Tuesday, September 28, 2004

Day 2 - You are not an accident

Ahh yes - the infamous discussion over evolution vs. creation. I honestly say, that for many years I was on the evolution bandwagon. Why not? That was what they taught us in school. The information they gave seemed full of facts, a few holes in the idea, but pretty solid. When you are only given one side of an argument, it always looks like it can hold water. It took much reading and research to realize that there is actually more evidence to support creation. Likewise, there is more evidence that supports the Bible as being factual, than any other book written.

As often as I have wondered what life, anyones life for that matter, is all about, I always have found comfort in knowing that there is reason for why we are here. I am hoping, that when I reach those streets of gold, I will get the chance to see why I was here. I will get to see all the people I encountered and why.
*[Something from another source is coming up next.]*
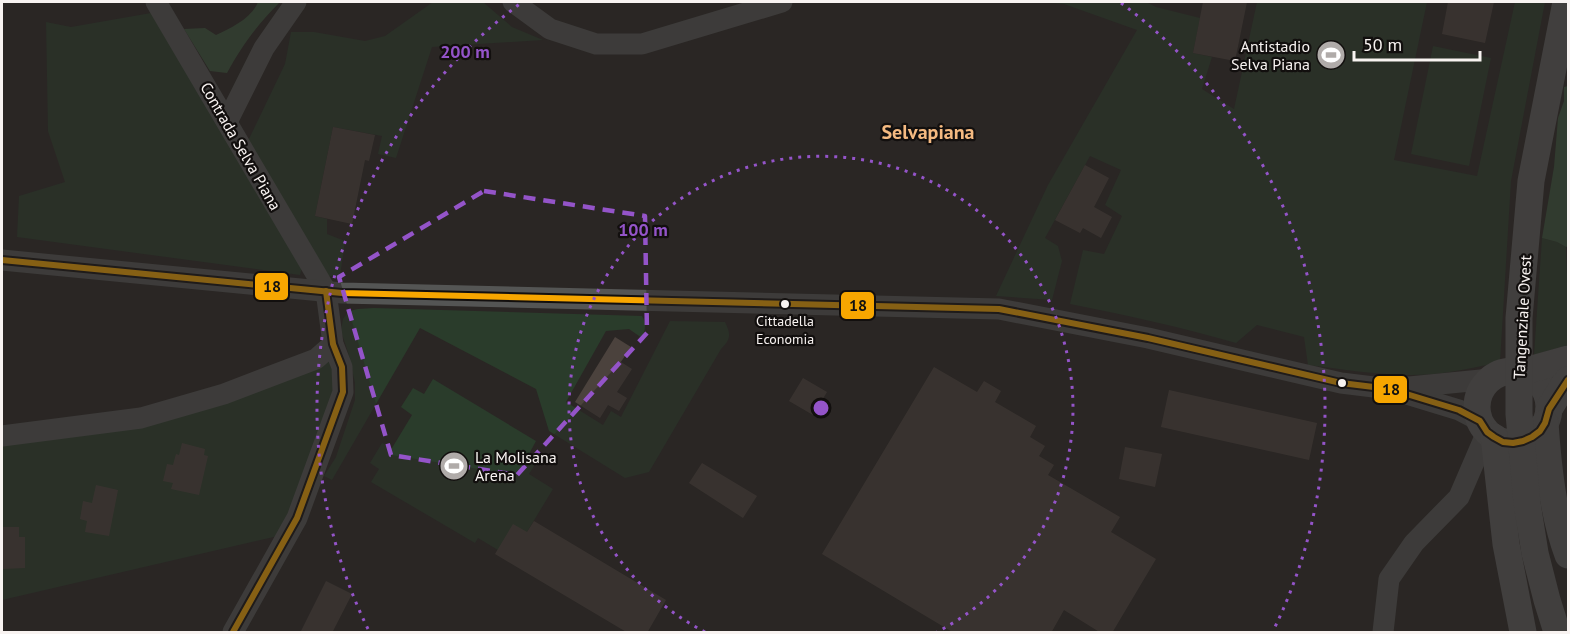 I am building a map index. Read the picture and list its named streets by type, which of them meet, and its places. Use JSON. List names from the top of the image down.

I will get to see why I experienced the tragedies, the pains, the blessings, the miracles. I will get to see how every prayer was answered, maybe not in the way or the time frame that I wanted, but they were all answered. I look forward to seeing why good people died, and why others were allowed to live on.

The author asks: "What areas of my personality, background, and physical appearance am I struggling to accept?"
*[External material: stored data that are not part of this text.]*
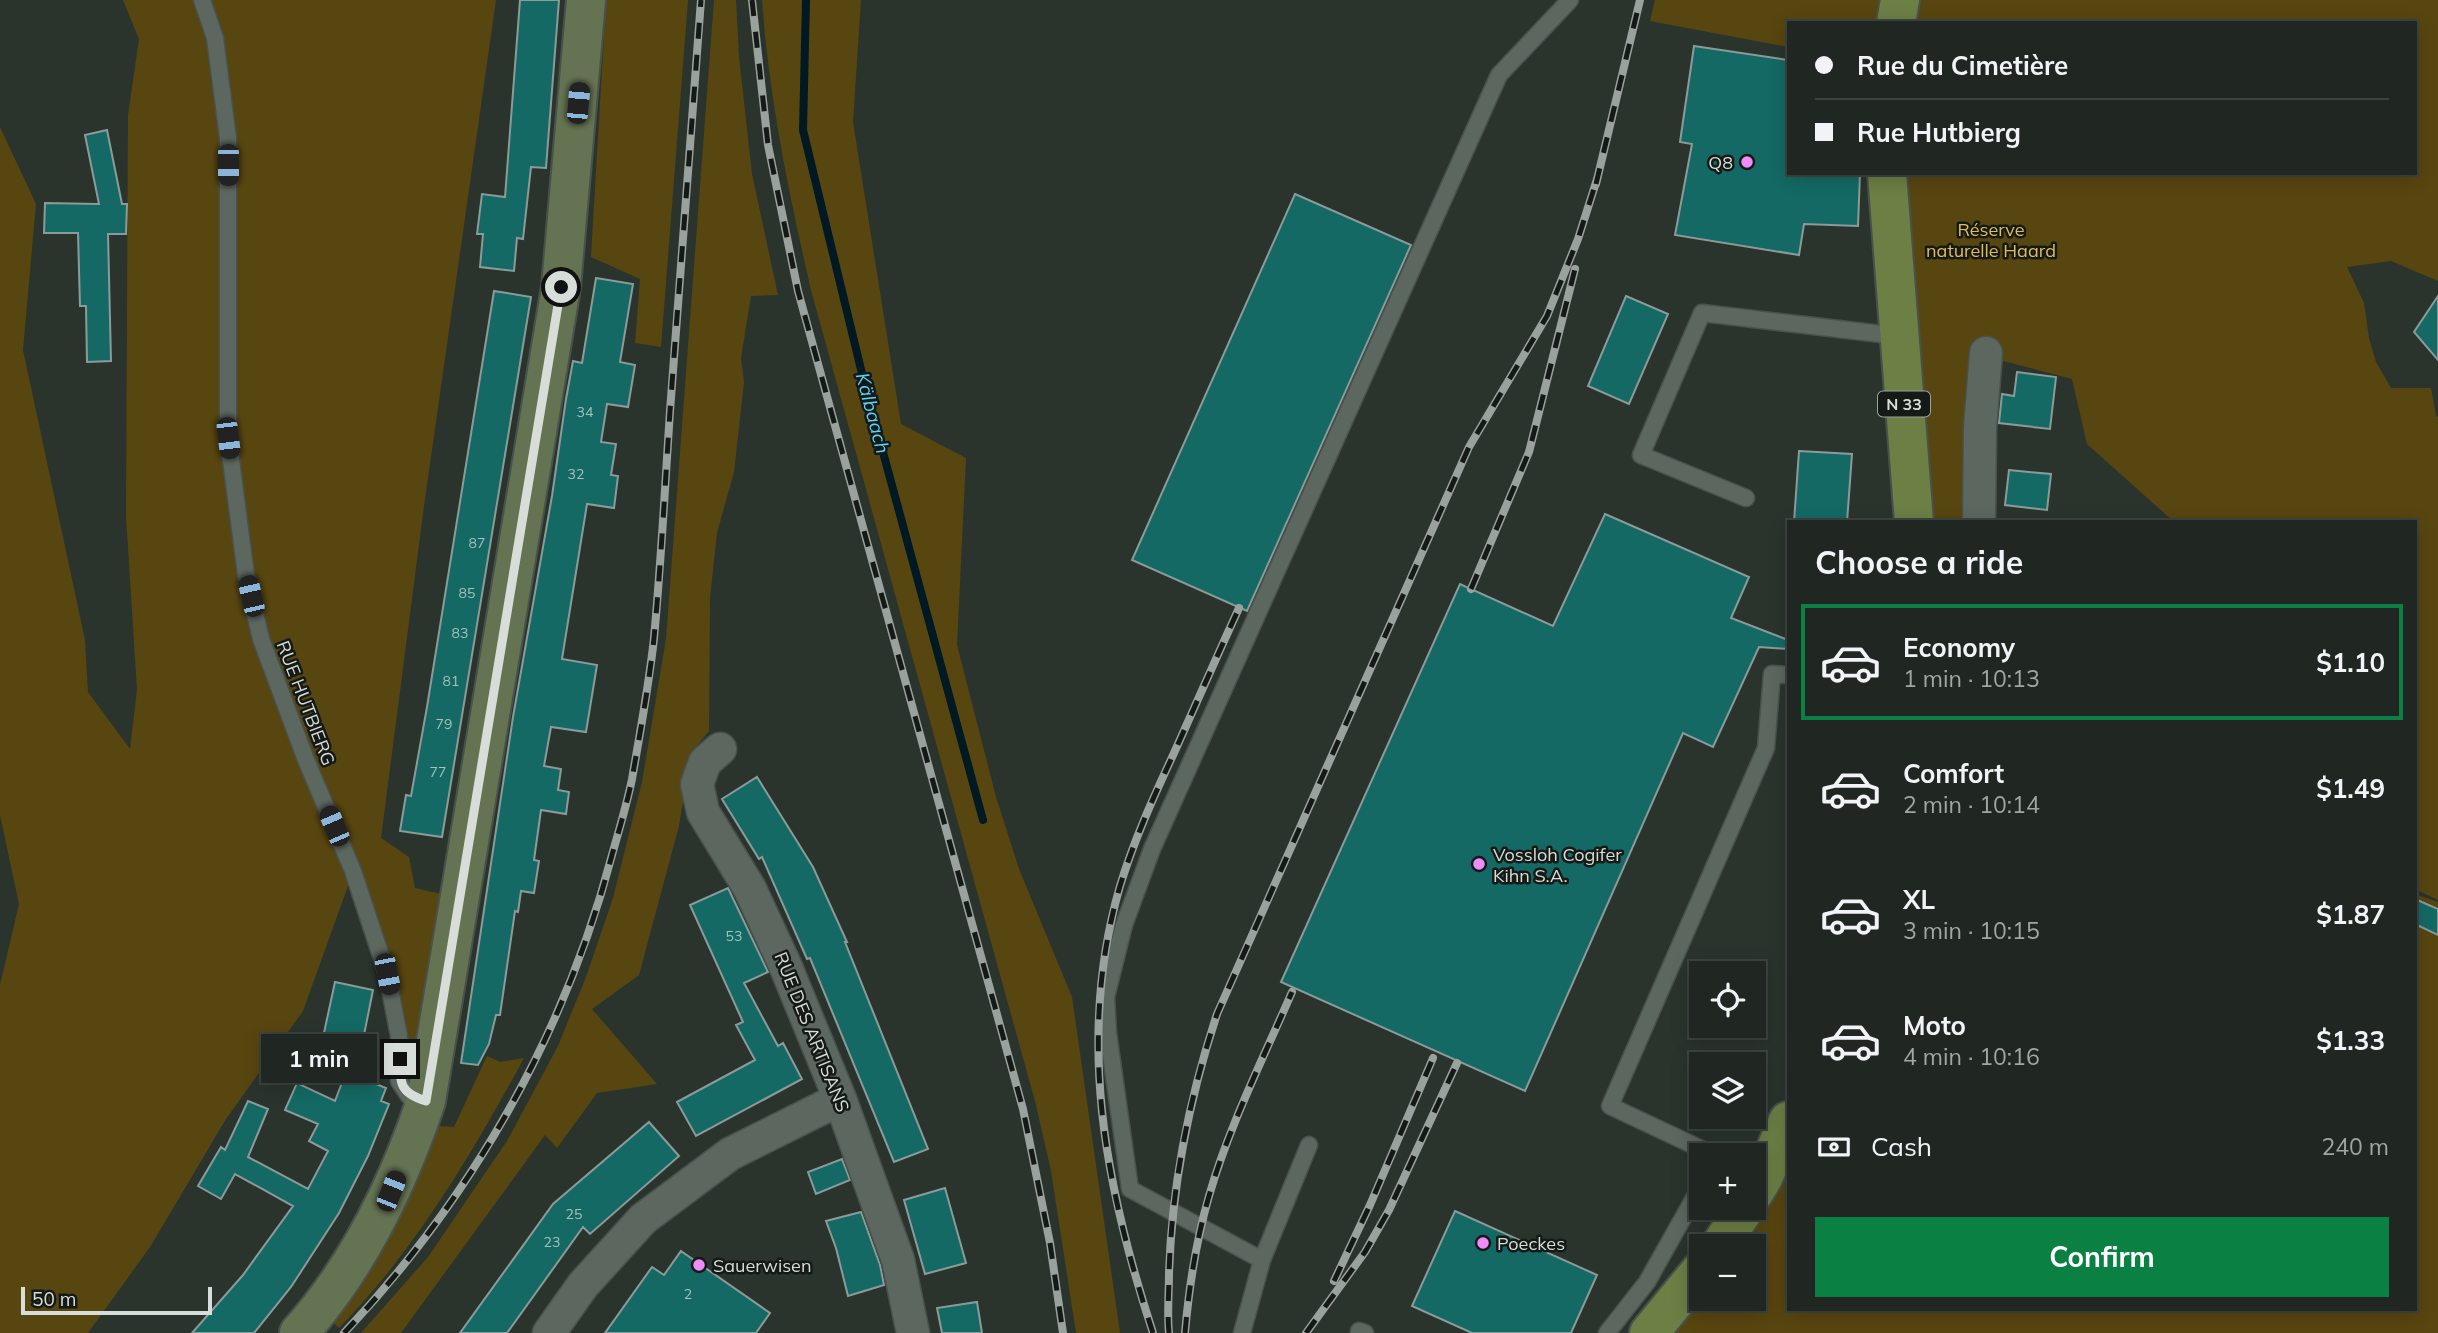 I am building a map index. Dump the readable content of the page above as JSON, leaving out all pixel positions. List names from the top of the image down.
{
  "streets": {
    "main road": ["N 33"],
    "street": ["RUE DES ARTISANS"],
    "lane": ["RUE HUTBIERG"]
  },
  "water": ["Kälbaach"],
  "parks": ["Réserve naturelle Haard"],
  "places": [
    "Q8",
    "Vossloh Cogifer Kihn S.A.",
    "Poeckes",
    "Sauerwisen"
  ],
  "house_numbers": [
    "34",
    "32",
    "87",
    "85",
    "83",
    "81",
    "79",
    "77",
    "53",
    "25",
    "23",
    "2"
  ],
  "scale_bar": "50 m",
  "page": {
    "banner": ["Rue du Cimetière", "Rue Hutbierg"],
    "heading": "Choose a ride",
    "list": [
      {
        "name": "Economy",
        "note": "1 min · 10:13",
        "value": "$1.10"
      },
      {
        "name": "Comfort",
        "note": "2 min · 10:14",
        "value": "$1.49"
      },
      {
        "name": "XL",
        "note": "3 min · 10:15",
        "value": "$1.87"
      },
      {
        "name": "Moto",
        "note": "4 min · 10:16",
        "value": "$1.33"
      }
    ],
    "map_buttons": ["+", "−"],
    "bubble": "1 min",
    "pay": ["Cash", "240 m"],
    "buttons": "Confirm",
    "scale": "50 m"
  }
}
1. I have a metabolism that is freakin' outrageous. The more I eat, the less weight I can gain. My goal a few years ago was to make it to 180lbs. As I worked towards that goal, I had this fear that my metabolism was going to change and I was going to balloon and jump straight from 160 to 260. That was about 7 years ago now. The metabolism hasn't changed. I still eat like a horse, but am unable to gain weight. I have, in the past, taken weight-gain powder and supplements to try and help the cause. No luck. I finally gave up the hard fight after I realized that I would go broke trying to buy enough food and products to get me to that level. And once I was there, the chances of me keeping that weight on were not good. So here I sit, with my 5'9", 165lbs frame. I am not complaining, I just wish I was able to bulk up a little bit more.

2. I wish I felt more comfortable around people. I don't enjoy small-talk. I don't enjoy having to initiate conversations. I can sit and talk with someone for hours, but not if I have try and push the topics. The problem is, I am comfortable with silence. I am content sitting in a car with someone else, no music, no talking, just the sound of the road. It does not make me uneasy when there is no discussion, I actually find solace in it.



1 Comments:

At 1:03 AM, Blogger antiSWer said...

"Day 2 - You are not an accident "

That's not what my parents told me. :(

"What areas of my personality, background, and physical appearance am I struggling to accept?"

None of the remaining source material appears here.